Année 1857 |
3 décembre 1857
Alfred de Falloux à Charles de Montalembert
Bourg d'Iré, 3 décembre 1857
Cher ami,
Albert de Broglie m'écrit en même temps que vous qu'il envoie carte blanche à Cochin. Je n'hésite nullement à en faire autant comme vous le pensez bien et Monsieur Lenormant1 m'a quitté dans la meilleure humeur et dans les dispositions les plus conciliantes du monde m'a-t-il paru. Je n'ai rien discuté à fond avec lui puisque je n'avais pouvoir de rien résoudre, mais nous avons un peu touché à tout et la bonne harmonie sur l'ensemble est une bonne chance pour les détails. Il est parti à six heures du matin le jour où votre lettre m'arrivait à midi. J'étais encore dans l'espoir de votre venue et je ne lui avais confié deux mots pour vous dire à Paris l'admiration, très profonde et lui écrire du Bourg d'Iré. Dites-nous maintenant cher ami, que cette magnifique inspiration n'a rien coûté à votre santé. Quant à mon enthousiasme il s'est émis immédiatement traduit par un abonnement à L'Indépendance belge. Je veux me passer le plaisir de ses imprécations et ne rien perdre d'une lutte qui va redevenir celle de la catholicité toute entière.

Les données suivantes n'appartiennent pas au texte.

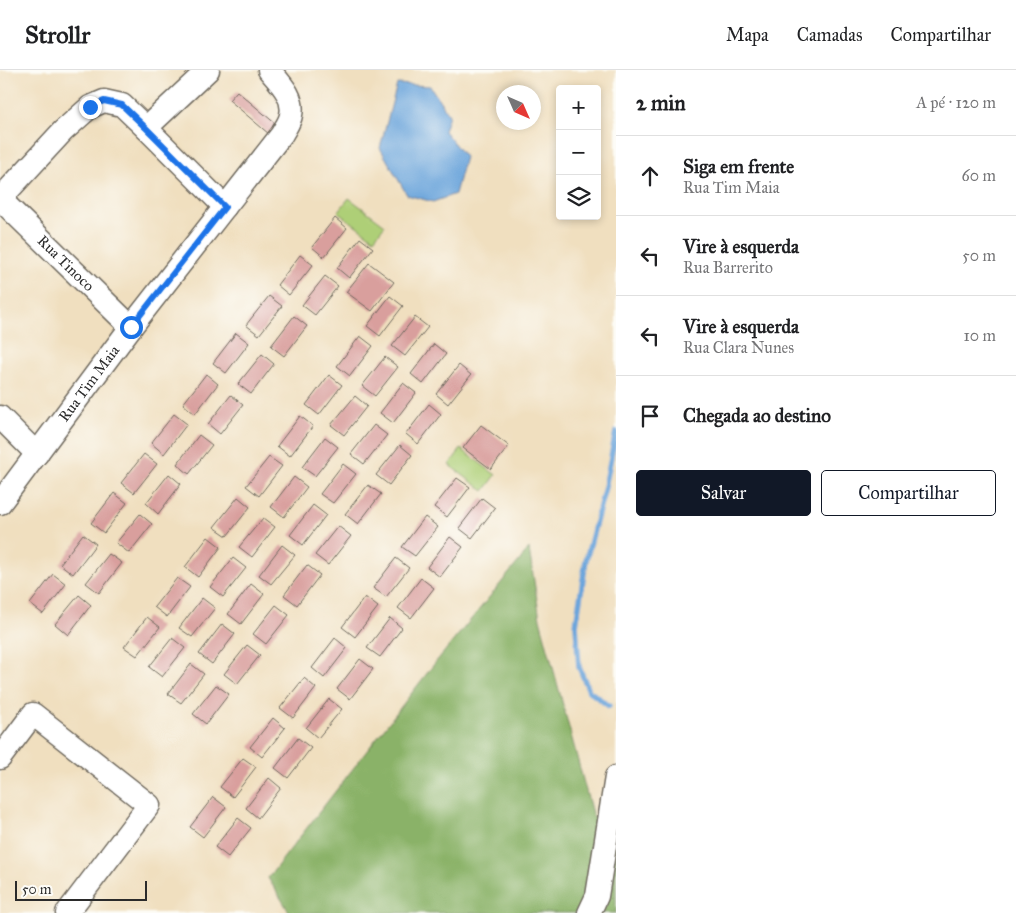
<!DOCTYPE html>
<html lang="pt">
<head>
<meta charset="utf-8">
<style>
  body { margin:0; font-family:"IM FELL Great Primer",serif; background:#f6f6f6; color:#202124 }
  .controls { position:absolute; right:15px; top:15px; display:grid; overflow:hidden; border-radius:5px; box-shadow:0 2px 8px #0003 }
  .controls button { width:45px; height:45px; display:grid; place-items:center; padding:0; border:0; border-bottom:1px solid #e0e0e0; background:#fff; color:#202124; font:25px sans-serif }
  .compass { position:absolute; left:496px; top:15px; width:45px; height:45px; border-radius:50%; background:#fff; box-shadow:0 2px 8px #0003; rotate:135deg }
  .scale { position:absolute; left:15px; bottom:12px; width:132px; box-sizing:border-box; padding-left:5px; border:2px solid #2b2b2b; border-top:0; font-size:14px; line-height:18px; white-space:nowrap; color:#2b2b2b; -webkit-text-stroke:4px #fdfcf7; paint-order:stroke }
  .stop { position:absolute; width:15px; height:15px; margin:-11px; border:4px solid #1a73e8; border-radius:50%; background:#fff }
  .stop.end { background:#1a73e8; border-color:#fff; box-shadow:0 1px 5px #0008 }
  .list { margin:0; padding:0; list-style:none }
  h2 { display:flex; justify-content:space-between; align-items:center; height:65px; margin:0; padding:0 20px; font-size:21px }
  h2 small { font-size:16px; font-weight:400; color:#757577 }
  .list li { display:grid; grid-template-columns:32px 1fr auto; gap:15px; align-items:center; box-sizing:border-box; height:80px; padding:0 20px; border-top:1px solid #e0e0e0 }
  .list b { display:block; font-size:19px; white-space:nowrap }
  .list p { margin:0; font-size:16px; white-space:nowrap; color:#757577 }
  .list em { font-size:16px; font-style:normal; color:#757577 }
  .actions { display:flex; gap:10px; padding:15px 20px }
  .actions a { flex:1; padding:11px 0; border:1px solid #111827; border-radius:5px; text-align:center; font-size:18px; color:#111827 }
  .actions .main { background:#111827; color:#fff }
  .icon { flex:none; width:28px; height:28px; fill:none; stroke:currentColor; stroke-width:2; stroke-linecap:round; stroke-linejoin:round }
  .map { position:relative; flex:none; width:616px; height:843px; overflow:hidden }
  header { display:flex; align-items:center; gap:30px; box-sizing:border-box; height:70px; padding:0 25px; background:#fff; border-bottom:1px solid #e0e0e0 }
  header strong { font-size:24px }
  nav { display:flex; gap:28px; margin-inline-start:auto; font-size:18px }
  main { display:flex }
  aside { flex:1; background:#fff }
  .map>svg:first-child { display:block }
  .green { fill:#aecf77; stroke:#6c7d51 }
  .forest { fill:#8ab268; stroke:#5a6e4a }
  .water { fill:#6ca5db; stroke:#4c6883 }
  .lines { fill:none; stroke-linecap:round; stroke-linejoin:round }
  .stream { stroke:#6ca5db; stroke-width:5.5 }
  .building { fill:#d99f9d }
  .minor-casing { stroke:#706a5f; stroke-width:25 }
  .minor { stroke:#fff; stroke-width:22 }
  .route { stroke:#1a73e8; stroke-width:6 }
  .labels { text-anchor:middle; dominant-baseline:central; stroke-width:4; stroke-linejoin:round; paint-order:stroke }
  .street-label { font-size:15px; fill:#2b2b2b; stroke:#fdfcf7 }
</style>
</head>
<body>
<header>
<strong>Strollr</strong>
<nav><a>Mapa</a><a>Camadas</a><a>Compartilhar</a></nav>
</header>
<main>
<div class="map">
<svg width="616" height="843" viewBox="0 0 616 843">
  <rect width="100%" height="100%" fill="#fdfcf7"/>
  <filter id="ink" filterUnits="userSpaceOnUse"><feTurbulence type="fractalNoise" baseFrequency=".02" numOctaves="2"/><feDisplacementMap in="SourceGraphic" scale="10" xChannelSelector="R" yChannelSelector="G"/><feConvolveMatrix kernelMatrix="1 2 1 2 8 2 1 2 1" color-interpolation-filters="sRGB"/></filter>
  <filter id="wash" filterUnits="userSpaceOnUse"><feTurbulence type="fractalNoise" baseFrequency=".0096" numOctaves="4" result="noise"/><feDisplacementMap in="SourceGraphic" scale="20" xChannelSelector="R" yChannelSelector="G"/><feGaussianBlur stdDeviation="1.12" result="paint"/><feColorMatrix in="noise" values="0 0 0 0 0 0 0 0 0 0 0 0 0 0 0 0 0 1.4 0 .05"/><feComposite in="paint" operator="in"/></filter>
  <g filter="url(#wash)">
    <rect width="100%" height="100%" fill="#f0dfbf"/>
    <g class="green">
      <polygon points="349,128 385,155 374,169 338,142"/>
      <polygon points="461,379 496,405 484,421 449,395"/>
    </g>
    <polygon class="forest" points="529,479 540,549 593,747 616,753 616,843 290,843 268,808 435,593"/>
    <polygon class="water" points="397,14 430,16 449,45 444,61 465,87 455,124 433,132 407,125 380,78"/>
    <g class="lines">
      <polyline class="stream" points="609,636 589,621 579,597 576,555 586,490 605,417 616,362"/>
    </g>
    <g id="blocks">
      <g class="building">
        <polygon points="237,21 277,55 269,64 229,30"/>
        <polygon points="335,148 347,158 324,187 312,177"/>
        <polygon points="360,168 373,178 349,208 337,198"/>
        <polygon points="300,185 313,195 289,225 277,215"/>
        <polygon points="369,193 394,212 372,241 346,222"/>
        <polygon points="325,206 338,216 315,245 302,235"/>
        <polygon points="269,226 282,236 259,265 246,255"/>
        <polygon points="390,226 403,236 380,266 367,256"/>
        <polygon points="294,246 307,256 284,286 271,276"/>
        <polygon points="415,247 428,257 405,286 392,276"/>
        <polygon points="236,263 249,273 226,303 213,293"/>
        <polygon points="360,266 373,276 350,306 337,296"/>
        <polygon points="434,274 446,284 423,314 411,304"/>
        <polygon points="262,284 274,294 251,324 238,314"/>
        <polygon points="385,287 398,297 375,326 362,316"/>
        <polygon points="459,295 471,305 448,334 436,324"/>
        <polygon points="206,304 218,314 195,344 183,334"/>
        <polygon points="329,305 342,315 319,345 306,335"/>
        <polygon points="403,313 416,323 393,353 380,343"/>
        <polygon points="231,325 243,335 220,364 208,354"/>
        <polygon points="355,326 367,336 344,365 331,355"/>
        <polygon points="429,334 441,344 418,374 406,364"/>
        <polygon points="174,344 187,354 164,384 151,373"/>
        <polygon points="300,346 313,356 290,386 277,376"/>
        <polygon points="374,355 387,365 364,394 351,384"/>
        <polygon points="481,355 509,376 491,399 463,378"/>
        <polygon points="199,365 212,375 189,404 177,394"/>
        <polygon points="325,367 338,377 315,406 302,397"/>
        <polygon points="400,375 412,385 389,415 376,405"/>
        <polygon points="144,384 157,394 134,423 121,413"/>
        <polygon points="269,387 282,396 259,426 246,416"/>
        <polygon points="343,394 356,404 333,433 320,424"/>
        <polygon points="169,404 181,414 158,444 146,433"/>
        <polygon points="294,407 307,417 284,447 271,437"/>
        <polygon points="457,408 470,417 447,447 434,437"/>
        <polygon points="368,415 381,424 358,454 345,444"/>
        <polygon points="114,423 127,433 104,463 91,453"/>
        <polygon points="238,427 250,437 227,466 214,457"/>
        <polygon points="482,428 495,438 472,468 459,458"/>
        <polygon points="313,435 326,445 303,475 290,465"/>
        <polygon points="140,444 152,454 129,483 116,473"/>
        <polygon points="425,447 438,457 415,486 402,477"/>
        <polygon points="263,448 275,457 252,487 239,477"/>
        <polygon points="338,456 351,466 328,495 315,485"/>
        <polygon points="83,464 96,474 73,504 60,494"/>
        <polygon points="208,467 221,477 198,507 185,497"/>
        <polygon points="450,467 463,477 440,507 427,497"/>
        <polygon points="282,475 295,485 271,514 259,505"/>
        <polygon points="109,484 122,493 99,523 86,513"/>
        <polygon points="233,488 246,498 223,527 210,517"/>
        <polygon points="396,488 409,498 386,527 373,518"/>
        <polygon points="307,495 320,505 297,535 284,525"/>
        <polygon points="53,504 66,514 43,544 30,534"/>
        <polygon points="177,508 190,517 167,547 154,537"/>
        <polygon points="421,508 434,518 411,548 398,538"/>
        <polygon points="251,514 264,524 241,554 228,544"/>
        <polygon points="79,525 91,535 68,565 55,554"/>
        <polygon points="365,527 378,537 355,567 342,557"/>
        <polygon points="202,528 215,538 192,567 179,558"/>
        <polygon points="276,535 289,545 266,574 253,564"/>
        <polygon points="147,547 160,557 137,586 124,577"/>
        <polygon points="390,548 402,558 380,587 367,578"/>
        <polygon points="222,554 235,564 212,594 199,584"/>
        <polygon points="172,568 185,578 162,607 149,597"/>
        <polygon points="335,568 347,578 324,608 312,598"/>
        <polygon points="247,575 260,585 237,614 224,604"/>
        <polygon points="360,589 373,599 350,629 337,619"/>
        <polygon points="191,594 204,604 181,633 168,624"/>
        <polygon points="304,608 316,618 293,648 280,638"/>
        <polygon points="216,615 229,624 206,654 193,644"/>
        <polygon points="329,629 342,639 318,668 306,658"/>
        <polygon points="273,648 285,658 262,687 250,677"/>
        <polygon points="298,668 311,678 288,708 275,698"/>
        <polygon points="243,688 256,697 233,727 220,717"/>
        <polygon points="269,708 281,718 258,748 246,738"/>
        <polygon points="213,727 226,737 203,767 190,757"/>
        <polygon points="238,748 251,758 228,787 215,777"/>
      </g>
    </g>
  </g>
  <g filter="url(#ink)">
    <use href="#blocks" fill-opacity="0" stroke="#706a5f" stroke-width="1"/>
    <g class="lines">
      <defs>
        <g id="minor">
          <polyline points="146,58 208,0"/>
          <polyline points="0,129 63,61 90,37 104,31 122,35 146,58 225,137"/>
          <path id="s1" d="M 0,129 L 131,257"/>
          <polyline points="0,347 37,384"/>
          <path id="s2" d="M 0,433 L 131,257 L 282,64 C 285,58 290,52 291,45 C 295,27 280,13 269,0"/>
          <polyline points="0,688 33,644 149,735 67,843"/>
          <polyline points="589,843 597,826 616,707"/>
        </g>
      </defs>
      <use href="#minor" class="minor-casing"/>
      <use href="#minor" class="minor"/>
    </g>
  </g>
  <g class="lines" filter="url(#ink)">
    <polyline class="route" points="90,37 104,31 122,35 146,58 225,137 131,257"/>
  </g>
  <g class="labels">
    <g class="street-label">
      <text stroke="none"><textPath href="#s1" startOffset="92">Rua Tinoco</textPath></text>
      <text stroke="none"><textPath href="#s2" startOffset="149">Rua Tim Maia</textPath></text>
    </g>
  </g>
</svg>
<div class="controls">
<button>+</button>
<button>−</button>
<button><svg class="icon" aria-label="layers" viewBox="0 0 24 24"><path d="M12 4l9 5-9 5-9-5zM3 14l9 5 9-5"/></svg></button>
</div>
<svg class="compass" viewBox="-18 -18 36 36"><path d="M0-13l5 13h-10z" fill="#e53935"/><path d="M0 13l5-13h-10z" fill="#757577"/></svg>
<div class="scale">50 m</div>
<div class="stop" style="left:131px;top:257px"></div>
<div class="stop end" style="left:90px;top:37px"></div>
</div>
<aside>
<h2>2 min<small>A pé · 120 m</small></h2>
<ul class="list">
<li><svg class="icon" aria-label="ahead" viewBox="0 0 24 24"><path d="M12 20V5M6 11l6-6 6 6"/></svg><div><b>Siga em frente</b><p>Rua Tim Maia</p></div><em>60 m</em></li>
<li><svg class="icon" aria-label="left" viewBox="0 0 24 24"><path d="M17 20v-9H6M10 6l-5 5 5 5"/></svg><div><b>Vire à esquerda</b><p>Rua Barrerito</p></div><em>50 m</em></li>
<li><svg class="icon" aria-label="left" viewBox="0 0 24 24"><path d="M17 20v-9H6M10 6l-5 5 5 5"/></svg><div><b>Vire à esquerda</b><p>Rua Clara Nunes</p></div><em>10 m</em></li>
<li><svg class="icon" aria-label="arrive" viewBox="0 0 24 24"><path d="M6 21V4h12l-3 4 3 4H6"/></svg><div><b>Chegada ao destino</b></div></li>
</ul>
<div class="actions"><a class="main">Salvar</a><a>Compartilhar</a></div>
</aside>
</main>
</body>
</html>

Monsieur Lenormant avait dîné chez le chancelier2 la veille de son départ avec Monsieur de Marcellus3 pour lequel le maître de la maison agissait très énergiquement. On comptait comme une bonne fortune l'absence de Monsieur Mérimée4 au mois de février le Journal des débats résiste en faveur de Cuvillier-Fleury. Carné5 semblait tout à fait réservé, d'un commun accord pour une autre occasion.
Combien nos regrets ont doublé, cher ami quand nous avons su le bon conseil et le bon exemple de Madame de Montalembert. Que font les jours courts quand on a la rare fortune d'être réunis sous le même toit et dans les mêmes pensées.
Ce que j'ôte à mes nuits, je le donne à mes jours dit le vieux Venceslas de Rotrou6. L'hiver retourne ce vers la et rien n'y perd. Notre querelle sur la question du bien et du mal dans notre temps, valait bien d'ailleurs de longues soirées. Ainsi nous subissons votre arrêt, cher ami, mais nous n'y acquiesçons ni Madame de Falloux ni moi et si Dupin7 n'était désormais en travers de la Cour de Cassation nous y aurions recours. Mais à propos de Dupin, pourquoi lui prêter vous si gratuitement la majesté des cheveux blancs, et parlez-vous de le souiller comme s'il avait attendu sa soixante-onzième année, pour recevoir sa première tâche ? Il me semble que c'est un caractère qui se continue et non pas un caractère qui se dément. Il n'ajoute rien aux turpitudes contemporaines, il leur appartenait déjà par droit de nature.
Enfin, cher ami, soignez vous, ménagez vous, c'est la seule consolation que ceux qui vous aiment comme nous peuvent accepter en échange du chagrin de ne pas vous voir.